Armed Forces — Promotion — Criteria/Eligibility — Change in policy — Applicability of changed policy: Benefit of gallantry awards was given to respondent for two Selection Boards when Policy in force had no restriction on number of times such benefit could be given but later Policies restricted benefit of gallantry awards to two Selection Boards, by the time respondent officer concerned came to be considered for third promotion, also, one of the earlier posts to which respondent had been promoted becoming a non-selection post, hence, as Respondent, already having been granted benefit of gallantry awards in two Selection Boards, as per the extant Policy could not be granted benefit for the third time. [Union of India v. Chander Ballabh Sharma, (2016) 4 SCC 555]

Constitution of India — Art. 14 — Allocation of property/natural resources/trade outlets: Proper mode of allocation of property/natural resources/trade outlets, is by public auction properly conducted. In this case, allotment of shed concerned for factory purposes was set aside by High Court on grounds that said allotment was made (i) without any public auction or inviting tenders, and (ii) without granting any opportunity of hearing or issuing any show-cause notice to R-1 writ petitioner in compliance with directions issued by High Court in an earlier writ petition, which was filed by appellant and decided by quashing the allotment of shed concerned made in favour of R-1. Held, that allotment in favour of appellant was made after issuing requisite notices to R-1 and affording adequate opportunity to it. Hence, view taken by High Court that no opportunity was given to R-1, was wrong.

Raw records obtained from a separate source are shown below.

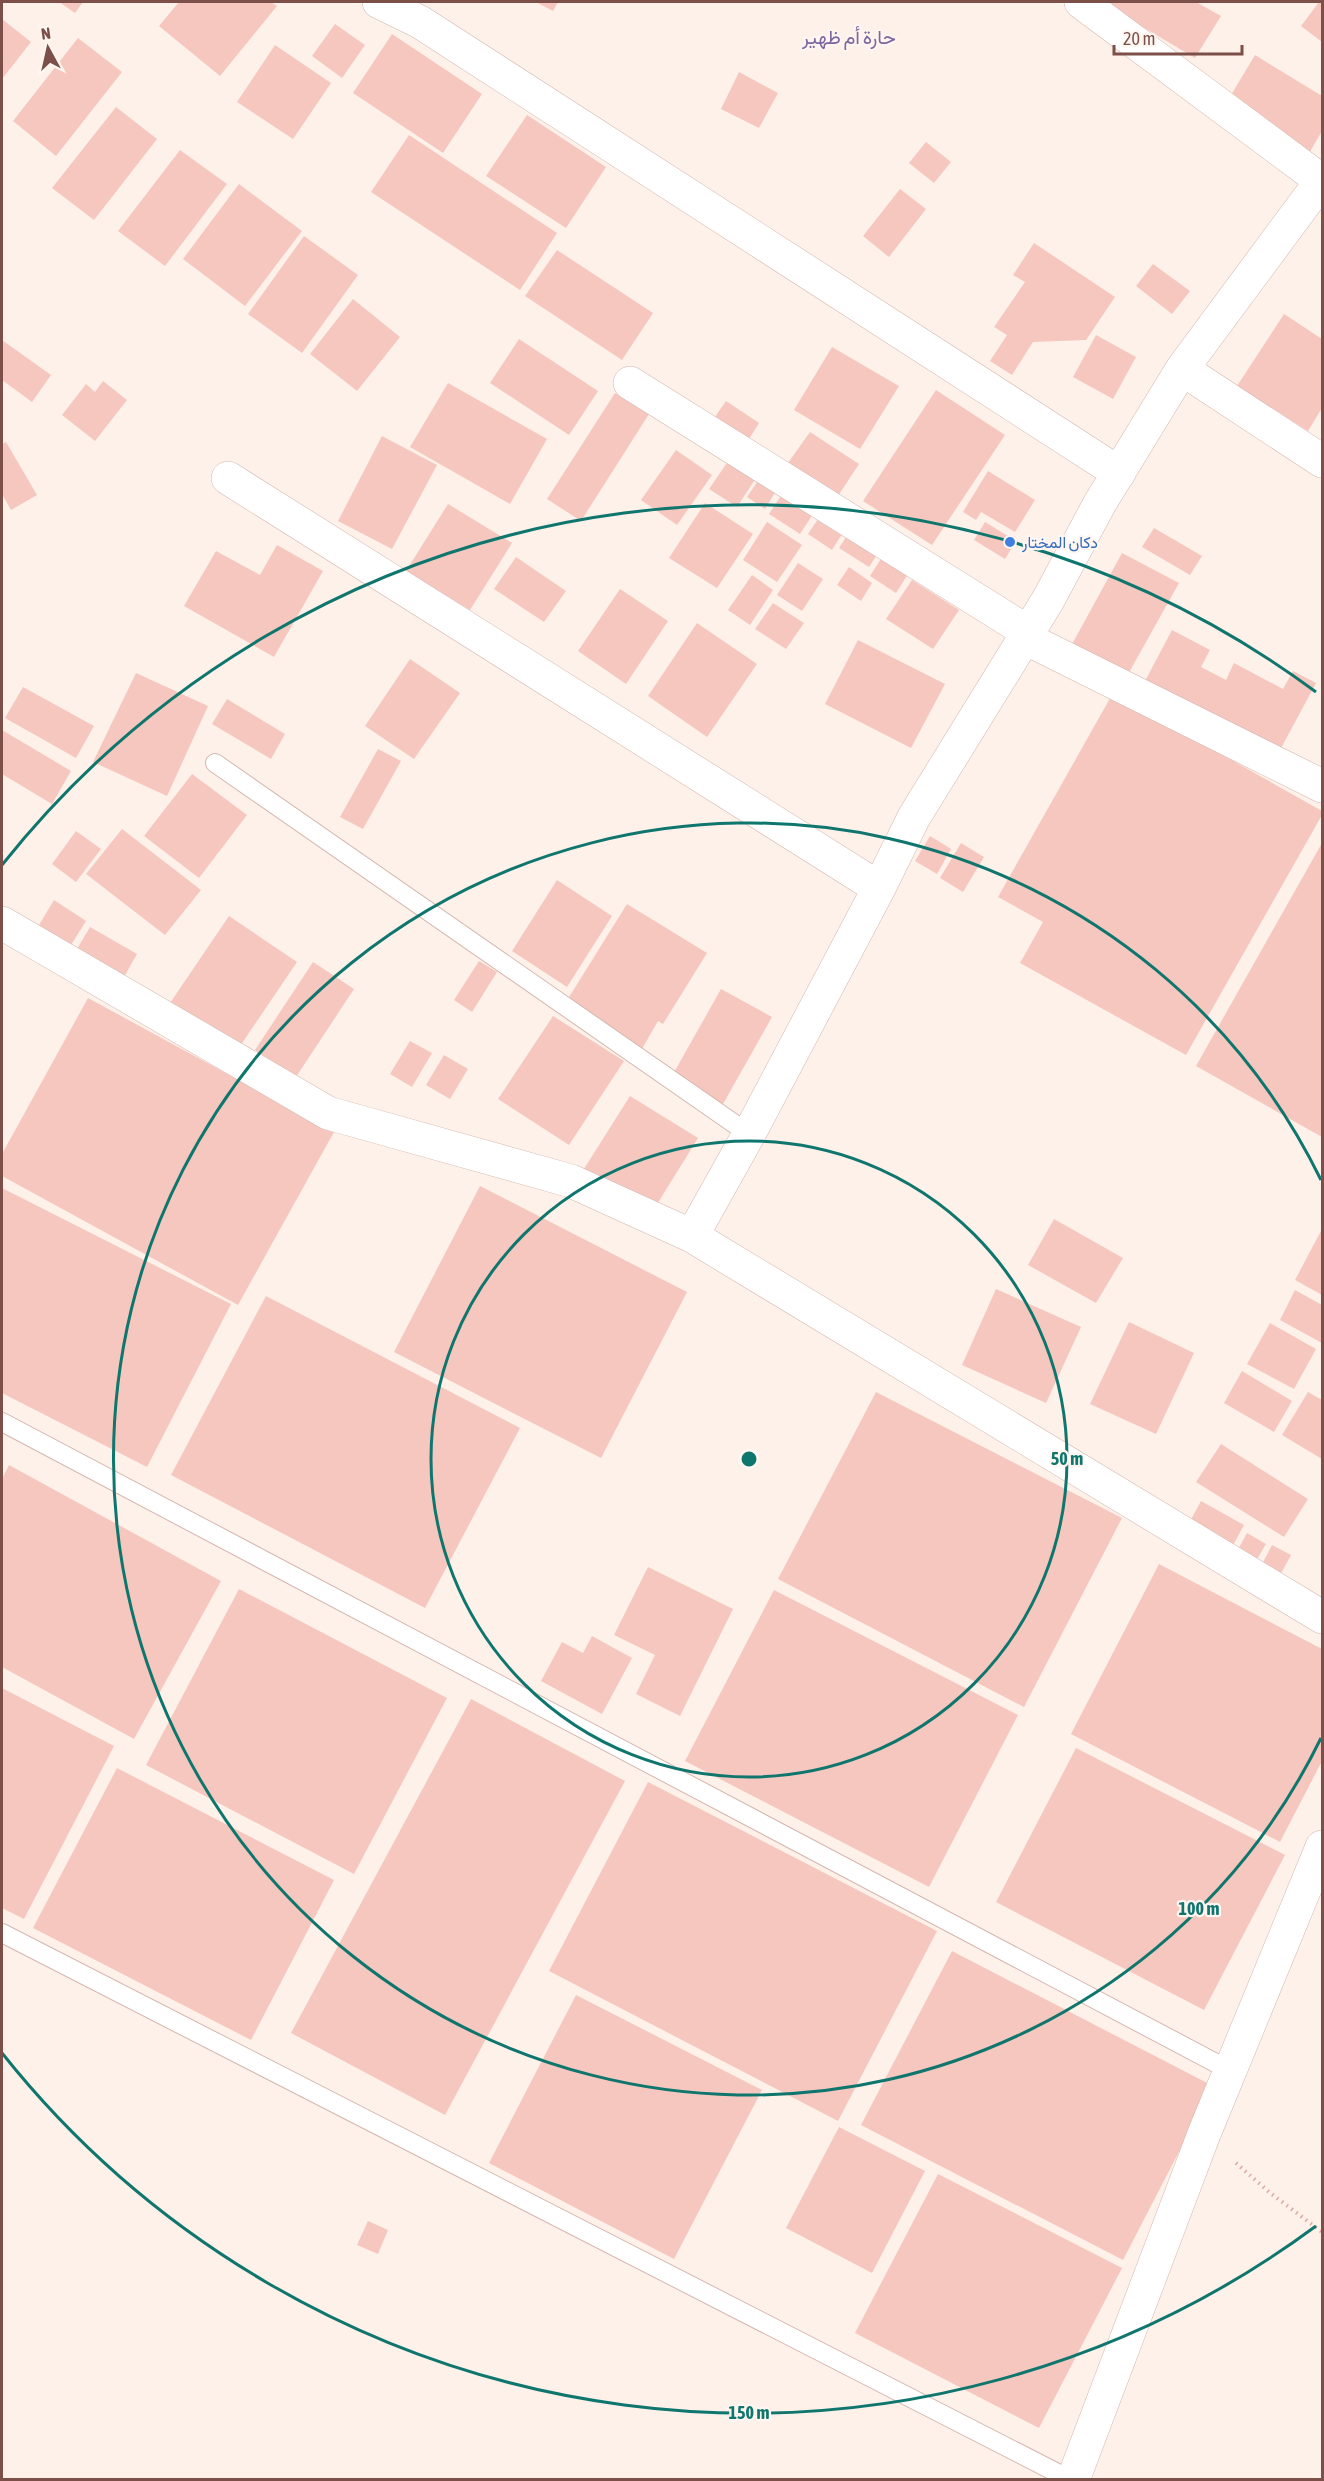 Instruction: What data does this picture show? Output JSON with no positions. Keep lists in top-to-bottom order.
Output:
{
  "districts": ["حارة أم ظهير"],
  "places": ["دكان المختار"],
  "scale_bar": "20 m",
  "north": "top",
  "rings": ["50 m", "100 m", "150 m"]
}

However, observation made by High Court that the allotment order was issued without any public auction or inviting tenders and as such the same was unsustainable, held, was absolutely correct. Thus, authorities directed to conduct public auction or invite tenders for allotment of shed concerned at present market value. [Metal Seams Co. of India (P) Ltd. v. Avadh Delicacies, (2016) 4 SCC 564]

Criminal Procedure Code, 1973 — S. 154 — Delay in lodging/filing FIR — Explanation by prosecution for — Need of: Delay in setting law into motion by lodging of complaint and registration of FIR is normally viewed by courts with suspicion because there is possibility of concoction and embellishment of the occurrence. So it becomes necessary for prosecution to satisfactorily explain the delay. Object of insisting upon a prompt lodging of report, is to obtain early information not only regarding assailants but also about part played by accused, nature of incident and names of witnesses. [Gajanan Dashrath Kharate v. State of Maharashtra, (2016) 4 SCC 604]

Customs House Agents Licensing Regulations, 1984 — Regns. 12, 13 and 14 — Revocation of licence: Tribunal can dislodge or confirm or modify order of competent authority in appeal. However, when a jurisdiction is exercised, it has to be exercised in accordance with law, regard being had to the factual matrix of the case. Enquiry officer had held that misconduct alleged against respondent that it had allowed unauthorised persons to handle shipping bills stood proved, and accordingly had opined that articles of charge under Regns. 12, 13(b), 13(d), 20(1)(c), 13(n) of Customs House Agents Licensing Regulations, 2004 were established. Enquiry report which formed plinth of order of Commissioner demonstrated that by virtue of transfer of licence in contravention of Regulations, on many an occasion, immense financial loss has been caused to Revenue. Hence, in the present case, discretion exercised by the Tribunal showing leniency and holding that revocation for a period of three years from the date of suspension of licence would be sufficient, held to be inappropriate. [Commr. of Customs v. K.M. Ganatra & Co., (2016) 4 SCC 687]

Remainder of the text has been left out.